I can tell you the panic-Googling is usually worse than the actual water exposure. But how you react in the next few minutes still matters, because the wrong “fix” can turn a harmless splash into a real repair. Here’s exactly what to do, what to skip, and when a quick dunk is actually worth worrying about.
Is 2 Seconds in Water Actually Bad?
For the vast majority of phones sold in the last several years, a two-second splash is a non-event. Most modern phones carry an IP67 or IP68 rating, which means they’re built to survive brief submersion in shallow water. Two seconds under the tap, in a sink, or in a quick spill is well inside what those seals are designed to handle.
But there’s an important catch that trips people up.

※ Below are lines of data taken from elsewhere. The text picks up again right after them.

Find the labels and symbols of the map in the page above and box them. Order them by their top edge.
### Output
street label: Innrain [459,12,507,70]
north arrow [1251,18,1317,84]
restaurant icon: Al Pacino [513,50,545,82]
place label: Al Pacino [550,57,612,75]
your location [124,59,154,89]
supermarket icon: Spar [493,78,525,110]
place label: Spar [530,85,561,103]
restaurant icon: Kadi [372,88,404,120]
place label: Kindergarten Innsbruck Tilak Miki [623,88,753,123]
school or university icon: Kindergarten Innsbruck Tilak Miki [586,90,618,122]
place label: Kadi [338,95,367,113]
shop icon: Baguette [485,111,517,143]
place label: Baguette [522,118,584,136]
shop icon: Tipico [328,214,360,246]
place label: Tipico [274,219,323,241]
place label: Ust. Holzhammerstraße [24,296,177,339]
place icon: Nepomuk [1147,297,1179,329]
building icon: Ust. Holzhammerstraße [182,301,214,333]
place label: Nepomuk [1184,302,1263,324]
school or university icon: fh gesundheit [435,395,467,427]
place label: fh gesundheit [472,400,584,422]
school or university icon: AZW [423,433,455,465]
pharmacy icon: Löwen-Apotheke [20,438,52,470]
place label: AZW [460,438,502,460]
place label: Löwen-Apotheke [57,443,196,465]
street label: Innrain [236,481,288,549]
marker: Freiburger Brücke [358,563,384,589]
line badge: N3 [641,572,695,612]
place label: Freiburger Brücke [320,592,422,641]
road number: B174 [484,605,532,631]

Water resistance is not the same as waterproof, and that rating is measured on a brand-new phone in a lab with clean, still water. Real life is messier. As a phone ages, the adhesive and rubber gaskets that keep water out slowly break down, especially if the phone has ever been dropped or had a screen or battery replaced. Salt water, soapy water, and hot water are also harder on the seals than plain tap water.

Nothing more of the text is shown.